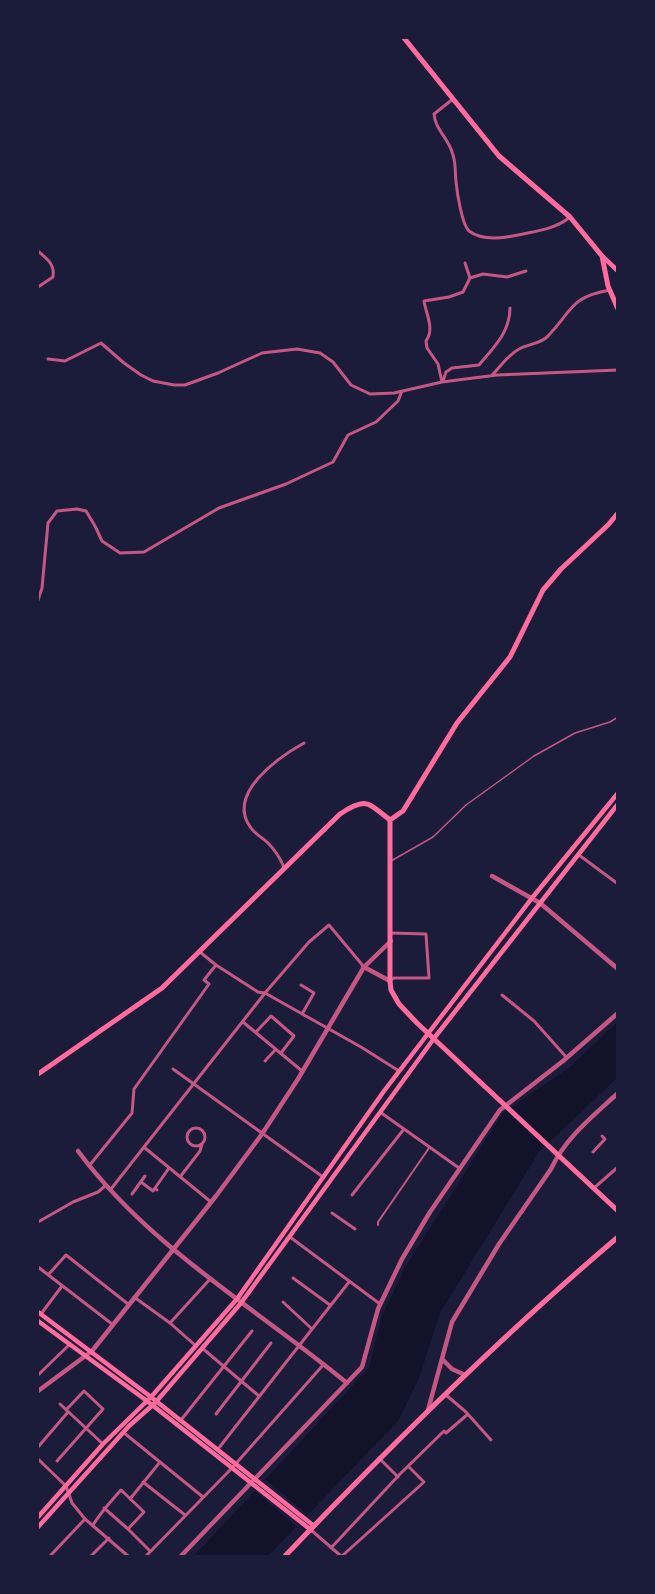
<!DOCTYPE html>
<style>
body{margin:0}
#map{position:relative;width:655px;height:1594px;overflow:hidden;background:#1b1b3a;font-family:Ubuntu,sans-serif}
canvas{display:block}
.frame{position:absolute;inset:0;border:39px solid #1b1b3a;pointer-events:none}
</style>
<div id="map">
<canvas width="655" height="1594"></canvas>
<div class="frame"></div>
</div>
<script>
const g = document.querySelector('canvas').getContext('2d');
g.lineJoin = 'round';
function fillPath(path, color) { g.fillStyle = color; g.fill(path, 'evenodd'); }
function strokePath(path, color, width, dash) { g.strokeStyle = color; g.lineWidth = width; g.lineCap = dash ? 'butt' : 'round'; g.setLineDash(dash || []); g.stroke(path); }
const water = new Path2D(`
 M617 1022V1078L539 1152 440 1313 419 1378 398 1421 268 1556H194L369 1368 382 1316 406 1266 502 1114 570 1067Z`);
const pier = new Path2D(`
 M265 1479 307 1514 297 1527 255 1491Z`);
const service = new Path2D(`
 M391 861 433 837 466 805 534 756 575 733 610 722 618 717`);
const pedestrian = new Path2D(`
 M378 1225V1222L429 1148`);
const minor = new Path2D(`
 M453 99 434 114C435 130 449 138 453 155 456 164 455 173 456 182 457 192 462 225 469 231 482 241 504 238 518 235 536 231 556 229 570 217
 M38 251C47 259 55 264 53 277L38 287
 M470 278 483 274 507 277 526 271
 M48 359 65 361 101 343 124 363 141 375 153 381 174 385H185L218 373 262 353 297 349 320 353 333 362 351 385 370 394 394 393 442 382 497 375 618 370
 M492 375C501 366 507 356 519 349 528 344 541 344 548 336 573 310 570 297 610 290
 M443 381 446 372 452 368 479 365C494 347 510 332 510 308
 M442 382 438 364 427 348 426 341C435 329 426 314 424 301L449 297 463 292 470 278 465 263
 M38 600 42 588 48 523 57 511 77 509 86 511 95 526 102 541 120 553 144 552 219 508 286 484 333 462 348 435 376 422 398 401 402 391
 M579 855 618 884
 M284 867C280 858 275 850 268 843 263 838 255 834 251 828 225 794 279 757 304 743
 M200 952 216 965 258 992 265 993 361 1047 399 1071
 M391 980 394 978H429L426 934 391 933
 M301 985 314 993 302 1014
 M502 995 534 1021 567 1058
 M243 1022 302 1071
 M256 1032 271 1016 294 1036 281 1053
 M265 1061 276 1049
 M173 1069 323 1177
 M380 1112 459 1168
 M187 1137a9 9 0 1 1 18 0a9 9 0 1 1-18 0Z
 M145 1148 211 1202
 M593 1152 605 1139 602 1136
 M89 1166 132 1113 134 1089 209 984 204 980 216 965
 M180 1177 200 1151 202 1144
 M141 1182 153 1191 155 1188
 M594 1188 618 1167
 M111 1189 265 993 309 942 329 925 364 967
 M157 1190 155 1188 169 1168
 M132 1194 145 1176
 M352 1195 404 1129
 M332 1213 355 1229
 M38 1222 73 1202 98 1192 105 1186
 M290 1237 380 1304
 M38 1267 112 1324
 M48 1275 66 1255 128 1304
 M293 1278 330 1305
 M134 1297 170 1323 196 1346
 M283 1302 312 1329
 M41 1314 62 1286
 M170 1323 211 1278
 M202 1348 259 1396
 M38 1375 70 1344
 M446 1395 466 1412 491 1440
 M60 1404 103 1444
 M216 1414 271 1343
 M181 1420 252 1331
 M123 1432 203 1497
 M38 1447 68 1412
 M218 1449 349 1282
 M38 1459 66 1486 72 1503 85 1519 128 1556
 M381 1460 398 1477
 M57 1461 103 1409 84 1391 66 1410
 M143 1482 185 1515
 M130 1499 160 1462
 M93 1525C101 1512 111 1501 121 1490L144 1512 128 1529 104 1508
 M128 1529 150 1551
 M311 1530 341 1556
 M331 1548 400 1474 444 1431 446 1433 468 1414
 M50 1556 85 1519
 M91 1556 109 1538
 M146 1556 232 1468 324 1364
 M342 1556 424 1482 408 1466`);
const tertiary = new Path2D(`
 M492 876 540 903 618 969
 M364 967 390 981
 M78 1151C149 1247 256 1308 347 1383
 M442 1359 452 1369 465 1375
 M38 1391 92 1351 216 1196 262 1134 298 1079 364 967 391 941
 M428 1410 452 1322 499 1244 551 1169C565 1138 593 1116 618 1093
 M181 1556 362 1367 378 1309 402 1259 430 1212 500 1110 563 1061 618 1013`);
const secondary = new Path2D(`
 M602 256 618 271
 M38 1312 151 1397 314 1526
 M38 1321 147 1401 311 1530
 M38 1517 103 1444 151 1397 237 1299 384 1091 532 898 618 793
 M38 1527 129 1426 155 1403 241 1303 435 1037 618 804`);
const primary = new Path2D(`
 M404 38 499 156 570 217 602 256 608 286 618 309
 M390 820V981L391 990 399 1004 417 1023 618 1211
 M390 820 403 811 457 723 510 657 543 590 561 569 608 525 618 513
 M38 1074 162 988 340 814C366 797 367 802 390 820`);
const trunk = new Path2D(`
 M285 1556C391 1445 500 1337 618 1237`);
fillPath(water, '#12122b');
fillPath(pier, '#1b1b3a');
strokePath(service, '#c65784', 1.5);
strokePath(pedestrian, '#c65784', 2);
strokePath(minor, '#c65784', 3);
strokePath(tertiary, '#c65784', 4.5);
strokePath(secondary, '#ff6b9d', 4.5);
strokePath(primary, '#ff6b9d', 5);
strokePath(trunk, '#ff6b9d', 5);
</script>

================

[Exercise aim] The lines above from the one containing "function fillPath(path, color)" through the one containing "M391 980 394 978H429L426 934 391 933" are to be set down exactly, and no others.

[Task answer]
function fillPath(path, color) { g.fillStyle = color; g.fill(path, 'evenodd'); }
function strokePath(path, color, width, dash) { g.strokeStyle = color; g.lineWidth = width; g.lineCap = dash ? 'butt' : 'round'; g.setLineDash(dash || []); g.stroke(path); }
const water = new Path2D(`
 M617 1022V1078L539 1152 440 1313 419 1378 398 1421 268 1556H194L369 1368 382 1316 406 1266 502 1114 570 1067Z`);
const pier = new Path2D(`
 M265 1479 307 1514 297 1527 255 1491Z`);
const service = new Path2D(`
 M391 861 433 837 466 805 534 756 575 733 610 722 618 717`);
const pedestrian = new Path2D(`
 M378 1225V1222L429 1148`);
const minor = new Path2D(`
 M453 99 434 114C435 130 449 138 453 155 456 164 455 173 456 182 457 192 462 225 469 231 482 241 504 238 518 235 536 231 556 229 570 217
 M38 251C47 259 55 264 53 277L38 287
 M470 278 483 274 507 277 526 271
 M48 359 65 361 101 343 124 363 141 375 153 381 174 385H185L218 373 262 353 297 349 320 353 333 362 351 385 370 394 394 393 442 382 497 375 618 370
 M492 375C501 366 507 356 519 349 528 344 541 344 548 336 573 310 570 297 610 290
 M443 381 446 372 452 368 479 365C494 347 510 332 510 308
 M442 382 438 364 427 348 426 341C435 329 426 314 424 301L449 297 463 292 470 278 465 263
 M38 600 42 588 48 523 57 511 77 509 86 511 95 526 102 541 120 553 144 552 219 508 286 484 333 462 348 435 376 422 398 401 402 391
 M579 855 618 884
 M284 867C280 858 275 850 268 843 263 838 255 834 251 828 225 794 279 757 304 743
 M200 952 216 965 258 992 265 993 361 1047 399 1071
 M391 980 394 978H429L426 934 391 933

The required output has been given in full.